NASHVILLE, Tenn. — Mother Nature may have been in charge of what happened in the sky during the total solar eclipse, but Nissan was in charge of what happened on the ground at Nissan Stadium on August 21.

On this day, Tennessee had a new claim to fame - a total solar eclipse! Where everyone stopped what they were doing to be awe-stuck for up to two-and-a half minutes of totality! The last time a total solar eclipse took place was on February 26, 1979 and its path clipped the northwestern region of the U.S. Those who have already seen a total eclipse call it a transcendent, profound and transformative experience. For the first time in more than 500 years, the skies over Nashville went completely dark in the middle of the day on Monday.

Nissan executives and their families enjoy an eclipse viewing party Monday at Nissan Stadium. (Photos: Schenk Photography, Lynne McCracken)

The Nissan family outing treated everyone to hamburgers & hot dogs with all the trimmings, including themed snacks of Sun Chips and sweet treats including Moon Pies, Starbursts and Milky Way Bars. There were lots of fun activities such as corn hole, green screen booth and music about the sun and moon that included "Total Eclipse of the Heart" and "Here Comes the Sun." Titans mascot, T-Rac entertained everyone with his fun antics and Titans cheerleaders signed autographs and posed for pictures.

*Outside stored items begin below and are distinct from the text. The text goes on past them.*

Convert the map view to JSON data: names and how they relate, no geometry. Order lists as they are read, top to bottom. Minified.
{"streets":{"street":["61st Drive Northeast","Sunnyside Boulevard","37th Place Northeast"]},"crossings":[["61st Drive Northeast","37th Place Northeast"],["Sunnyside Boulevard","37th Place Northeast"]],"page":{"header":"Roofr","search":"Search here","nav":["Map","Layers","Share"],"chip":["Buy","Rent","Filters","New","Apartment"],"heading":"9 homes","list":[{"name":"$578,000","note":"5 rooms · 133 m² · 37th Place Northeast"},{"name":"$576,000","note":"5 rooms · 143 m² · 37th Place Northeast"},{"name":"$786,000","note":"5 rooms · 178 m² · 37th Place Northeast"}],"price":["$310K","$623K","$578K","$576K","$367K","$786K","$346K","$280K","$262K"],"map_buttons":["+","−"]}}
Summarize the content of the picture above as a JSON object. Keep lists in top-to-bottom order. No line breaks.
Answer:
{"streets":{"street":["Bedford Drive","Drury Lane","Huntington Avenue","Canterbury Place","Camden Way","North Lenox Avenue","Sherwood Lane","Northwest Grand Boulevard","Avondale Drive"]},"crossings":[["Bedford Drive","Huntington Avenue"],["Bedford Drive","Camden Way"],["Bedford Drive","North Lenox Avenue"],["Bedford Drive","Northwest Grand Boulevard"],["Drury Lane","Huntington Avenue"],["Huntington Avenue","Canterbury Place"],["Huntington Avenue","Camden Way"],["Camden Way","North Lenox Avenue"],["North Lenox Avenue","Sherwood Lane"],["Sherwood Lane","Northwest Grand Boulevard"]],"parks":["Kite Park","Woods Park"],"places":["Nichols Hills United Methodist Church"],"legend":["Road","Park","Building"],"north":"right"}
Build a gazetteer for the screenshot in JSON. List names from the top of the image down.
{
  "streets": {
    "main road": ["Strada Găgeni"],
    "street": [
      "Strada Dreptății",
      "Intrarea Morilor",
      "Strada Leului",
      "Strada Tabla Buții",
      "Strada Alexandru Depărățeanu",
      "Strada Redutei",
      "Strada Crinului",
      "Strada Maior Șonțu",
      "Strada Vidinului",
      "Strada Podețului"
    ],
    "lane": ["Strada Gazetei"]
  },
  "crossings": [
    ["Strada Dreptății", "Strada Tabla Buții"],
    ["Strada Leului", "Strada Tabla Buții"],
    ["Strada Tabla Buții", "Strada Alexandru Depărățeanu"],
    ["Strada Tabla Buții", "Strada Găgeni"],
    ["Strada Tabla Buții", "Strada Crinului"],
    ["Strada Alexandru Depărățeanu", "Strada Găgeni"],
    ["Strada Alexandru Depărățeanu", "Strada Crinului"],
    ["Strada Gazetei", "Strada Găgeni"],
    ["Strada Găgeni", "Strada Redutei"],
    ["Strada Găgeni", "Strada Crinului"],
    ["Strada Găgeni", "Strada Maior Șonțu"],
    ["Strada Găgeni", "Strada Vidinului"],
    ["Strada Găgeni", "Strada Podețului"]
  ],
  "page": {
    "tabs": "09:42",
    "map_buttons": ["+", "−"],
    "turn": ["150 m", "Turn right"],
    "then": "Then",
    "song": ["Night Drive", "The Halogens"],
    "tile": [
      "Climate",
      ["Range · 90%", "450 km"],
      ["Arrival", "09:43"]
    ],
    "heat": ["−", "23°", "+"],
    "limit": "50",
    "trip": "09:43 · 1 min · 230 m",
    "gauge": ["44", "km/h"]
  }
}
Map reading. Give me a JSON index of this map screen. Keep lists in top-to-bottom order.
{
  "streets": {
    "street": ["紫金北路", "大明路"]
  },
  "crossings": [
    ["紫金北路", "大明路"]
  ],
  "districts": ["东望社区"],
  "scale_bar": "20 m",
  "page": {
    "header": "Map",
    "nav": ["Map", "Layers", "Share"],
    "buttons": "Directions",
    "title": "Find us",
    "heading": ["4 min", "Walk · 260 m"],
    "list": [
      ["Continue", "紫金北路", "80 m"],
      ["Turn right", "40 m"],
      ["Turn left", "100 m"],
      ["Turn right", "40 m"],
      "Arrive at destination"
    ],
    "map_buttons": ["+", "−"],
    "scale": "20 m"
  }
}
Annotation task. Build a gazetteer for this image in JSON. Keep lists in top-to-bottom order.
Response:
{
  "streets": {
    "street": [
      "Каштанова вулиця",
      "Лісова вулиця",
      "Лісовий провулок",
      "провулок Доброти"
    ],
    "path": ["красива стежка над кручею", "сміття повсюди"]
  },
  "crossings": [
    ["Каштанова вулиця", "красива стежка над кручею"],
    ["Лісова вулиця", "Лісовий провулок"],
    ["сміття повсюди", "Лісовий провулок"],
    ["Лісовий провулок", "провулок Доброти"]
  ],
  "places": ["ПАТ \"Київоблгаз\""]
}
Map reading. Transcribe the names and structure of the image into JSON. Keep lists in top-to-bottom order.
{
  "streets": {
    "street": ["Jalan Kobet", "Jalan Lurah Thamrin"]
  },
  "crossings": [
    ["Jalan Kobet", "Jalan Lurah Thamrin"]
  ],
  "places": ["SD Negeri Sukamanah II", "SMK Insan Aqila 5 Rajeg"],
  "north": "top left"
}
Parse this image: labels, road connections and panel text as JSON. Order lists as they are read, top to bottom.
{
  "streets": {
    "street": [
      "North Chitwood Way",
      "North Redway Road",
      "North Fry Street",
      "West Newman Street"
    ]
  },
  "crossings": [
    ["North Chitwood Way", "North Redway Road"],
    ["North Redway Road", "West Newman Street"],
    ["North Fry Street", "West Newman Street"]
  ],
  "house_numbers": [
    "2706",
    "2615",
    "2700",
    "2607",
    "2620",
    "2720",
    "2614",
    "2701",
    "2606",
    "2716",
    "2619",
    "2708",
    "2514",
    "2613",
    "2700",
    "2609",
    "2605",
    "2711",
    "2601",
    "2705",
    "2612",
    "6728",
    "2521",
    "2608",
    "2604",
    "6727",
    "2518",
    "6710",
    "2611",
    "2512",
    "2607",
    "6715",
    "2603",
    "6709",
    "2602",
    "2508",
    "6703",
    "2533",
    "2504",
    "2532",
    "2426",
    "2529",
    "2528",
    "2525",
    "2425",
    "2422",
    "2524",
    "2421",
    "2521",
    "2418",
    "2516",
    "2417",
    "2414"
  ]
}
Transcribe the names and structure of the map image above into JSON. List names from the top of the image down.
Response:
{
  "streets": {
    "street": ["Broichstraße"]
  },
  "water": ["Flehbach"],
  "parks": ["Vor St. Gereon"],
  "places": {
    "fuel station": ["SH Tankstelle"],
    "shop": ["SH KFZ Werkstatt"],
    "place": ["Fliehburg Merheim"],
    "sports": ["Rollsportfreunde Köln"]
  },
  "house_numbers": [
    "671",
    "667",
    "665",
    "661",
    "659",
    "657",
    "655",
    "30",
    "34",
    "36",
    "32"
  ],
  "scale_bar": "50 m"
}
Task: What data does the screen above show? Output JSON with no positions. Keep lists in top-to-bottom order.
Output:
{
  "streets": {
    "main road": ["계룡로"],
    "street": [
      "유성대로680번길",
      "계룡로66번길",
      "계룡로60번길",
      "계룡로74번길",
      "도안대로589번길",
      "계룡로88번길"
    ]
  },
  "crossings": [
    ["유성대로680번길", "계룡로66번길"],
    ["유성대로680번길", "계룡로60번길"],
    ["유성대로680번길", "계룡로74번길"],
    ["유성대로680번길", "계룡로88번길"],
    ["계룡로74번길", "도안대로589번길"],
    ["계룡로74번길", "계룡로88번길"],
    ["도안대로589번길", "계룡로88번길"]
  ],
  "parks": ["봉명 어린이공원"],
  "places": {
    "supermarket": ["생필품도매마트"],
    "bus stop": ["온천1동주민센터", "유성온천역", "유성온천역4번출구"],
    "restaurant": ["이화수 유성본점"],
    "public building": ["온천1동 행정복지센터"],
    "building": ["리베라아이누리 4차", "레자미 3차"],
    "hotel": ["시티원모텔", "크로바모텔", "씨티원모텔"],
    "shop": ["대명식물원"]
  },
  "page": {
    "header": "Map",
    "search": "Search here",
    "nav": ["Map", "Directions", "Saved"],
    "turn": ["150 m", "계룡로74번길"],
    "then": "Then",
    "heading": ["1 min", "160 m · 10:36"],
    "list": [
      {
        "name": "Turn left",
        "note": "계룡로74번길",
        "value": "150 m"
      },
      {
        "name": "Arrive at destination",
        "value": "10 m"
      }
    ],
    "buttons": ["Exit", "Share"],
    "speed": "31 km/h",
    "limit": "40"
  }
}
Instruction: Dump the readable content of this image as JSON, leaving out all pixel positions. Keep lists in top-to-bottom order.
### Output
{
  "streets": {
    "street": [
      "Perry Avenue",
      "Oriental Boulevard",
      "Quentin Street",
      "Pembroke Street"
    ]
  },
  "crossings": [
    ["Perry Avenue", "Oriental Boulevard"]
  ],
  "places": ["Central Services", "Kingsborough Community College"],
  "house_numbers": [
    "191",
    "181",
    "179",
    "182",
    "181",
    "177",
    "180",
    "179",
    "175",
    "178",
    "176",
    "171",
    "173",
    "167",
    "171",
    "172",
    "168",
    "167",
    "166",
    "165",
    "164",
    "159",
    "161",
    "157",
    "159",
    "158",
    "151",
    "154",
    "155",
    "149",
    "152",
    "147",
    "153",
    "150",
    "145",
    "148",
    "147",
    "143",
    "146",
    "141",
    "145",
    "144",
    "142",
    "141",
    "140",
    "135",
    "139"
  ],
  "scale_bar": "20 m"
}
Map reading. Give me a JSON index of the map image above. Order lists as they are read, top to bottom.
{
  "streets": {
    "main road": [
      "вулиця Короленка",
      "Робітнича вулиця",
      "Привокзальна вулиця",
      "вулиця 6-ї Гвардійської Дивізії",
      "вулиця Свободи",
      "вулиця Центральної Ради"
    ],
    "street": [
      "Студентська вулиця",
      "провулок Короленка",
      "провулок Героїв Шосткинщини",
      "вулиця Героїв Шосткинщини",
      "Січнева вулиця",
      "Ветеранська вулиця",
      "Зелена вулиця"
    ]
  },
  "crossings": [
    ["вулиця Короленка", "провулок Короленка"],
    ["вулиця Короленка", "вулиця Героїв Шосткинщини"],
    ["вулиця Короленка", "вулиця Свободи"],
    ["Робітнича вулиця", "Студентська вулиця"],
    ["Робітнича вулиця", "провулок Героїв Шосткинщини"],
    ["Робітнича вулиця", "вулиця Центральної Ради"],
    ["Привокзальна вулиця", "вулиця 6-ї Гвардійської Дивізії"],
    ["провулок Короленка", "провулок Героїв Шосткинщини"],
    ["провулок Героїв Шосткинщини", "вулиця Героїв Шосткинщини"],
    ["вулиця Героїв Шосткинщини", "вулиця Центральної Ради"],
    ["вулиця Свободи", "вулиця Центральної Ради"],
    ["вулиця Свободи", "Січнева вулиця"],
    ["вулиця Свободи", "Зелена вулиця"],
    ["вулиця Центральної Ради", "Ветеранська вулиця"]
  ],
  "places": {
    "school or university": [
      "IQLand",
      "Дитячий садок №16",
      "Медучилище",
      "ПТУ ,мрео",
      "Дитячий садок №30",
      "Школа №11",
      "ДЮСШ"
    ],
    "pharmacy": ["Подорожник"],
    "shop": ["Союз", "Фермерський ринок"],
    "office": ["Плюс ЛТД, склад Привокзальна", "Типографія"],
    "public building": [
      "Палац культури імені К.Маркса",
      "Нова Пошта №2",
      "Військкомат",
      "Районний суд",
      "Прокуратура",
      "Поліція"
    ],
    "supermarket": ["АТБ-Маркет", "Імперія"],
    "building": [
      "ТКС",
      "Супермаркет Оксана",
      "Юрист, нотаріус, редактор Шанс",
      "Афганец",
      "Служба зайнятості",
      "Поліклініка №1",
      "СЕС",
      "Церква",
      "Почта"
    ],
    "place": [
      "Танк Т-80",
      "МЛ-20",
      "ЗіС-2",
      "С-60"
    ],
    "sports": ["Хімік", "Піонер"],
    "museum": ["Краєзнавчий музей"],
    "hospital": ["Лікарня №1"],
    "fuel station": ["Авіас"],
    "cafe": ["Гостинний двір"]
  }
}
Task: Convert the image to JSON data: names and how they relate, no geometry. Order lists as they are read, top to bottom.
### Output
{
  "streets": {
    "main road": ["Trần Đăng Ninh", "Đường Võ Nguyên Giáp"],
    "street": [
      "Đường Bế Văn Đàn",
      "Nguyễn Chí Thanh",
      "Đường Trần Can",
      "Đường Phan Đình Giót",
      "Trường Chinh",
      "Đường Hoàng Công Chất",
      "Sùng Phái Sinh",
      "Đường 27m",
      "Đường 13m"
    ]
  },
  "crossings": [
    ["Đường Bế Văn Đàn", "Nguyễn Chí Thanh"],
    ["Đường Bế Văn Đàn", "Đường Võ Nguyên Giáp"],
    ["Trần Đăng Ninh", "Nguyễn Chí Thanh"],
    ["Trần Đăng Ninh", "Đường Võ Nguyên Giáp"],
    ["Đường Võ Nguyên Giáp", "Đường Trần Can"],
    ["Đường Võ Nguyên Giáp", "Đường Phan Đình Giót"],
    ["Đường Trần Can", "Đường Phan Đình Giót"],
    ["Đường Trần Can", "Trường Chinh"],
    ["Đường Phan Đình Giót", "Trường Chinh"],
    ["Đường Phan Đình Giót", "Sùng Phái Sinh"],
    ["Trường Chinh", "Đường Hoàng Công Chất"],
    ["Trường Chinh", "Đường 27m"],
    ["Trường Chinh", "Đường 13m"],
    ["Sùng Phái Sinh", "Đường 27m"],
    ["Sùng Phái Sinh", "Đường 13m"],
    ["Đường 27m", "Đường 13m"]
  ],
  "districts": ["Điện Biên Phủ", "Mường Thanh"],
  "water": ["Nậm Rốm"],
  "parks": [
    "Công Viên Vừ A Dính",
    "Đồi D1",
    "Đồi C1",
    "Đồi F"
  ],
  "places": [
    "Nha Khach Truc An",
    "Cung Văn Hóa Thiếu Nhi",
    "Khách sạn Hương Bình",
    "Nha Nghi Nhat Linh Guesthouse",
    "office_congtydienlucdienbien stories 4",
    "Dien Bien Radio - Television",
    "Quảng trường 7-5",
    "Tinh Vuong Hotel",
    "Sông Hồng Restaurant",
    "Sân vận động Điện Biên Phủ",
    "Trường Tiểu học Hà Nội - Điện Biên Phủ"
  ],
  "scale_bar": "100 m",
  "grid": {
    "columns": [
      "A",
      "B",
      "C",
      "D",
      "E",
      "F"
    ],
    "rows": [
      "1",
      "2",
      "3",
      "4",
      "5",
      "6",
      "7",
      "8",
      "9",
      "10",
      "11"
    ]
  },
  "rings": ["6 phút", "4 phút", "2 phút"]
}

"Nashville is our home, the Titans are our home team and we love being here at Nissan stadium," said Erich Marx, director of marketing communications at Nissan North America. "Whether we are watching a game, attending a concert, holding team-building meetings... or even bringing our families out for the 2017 eclipse.  Nissan Stadium is our home away from home and we are having a great time."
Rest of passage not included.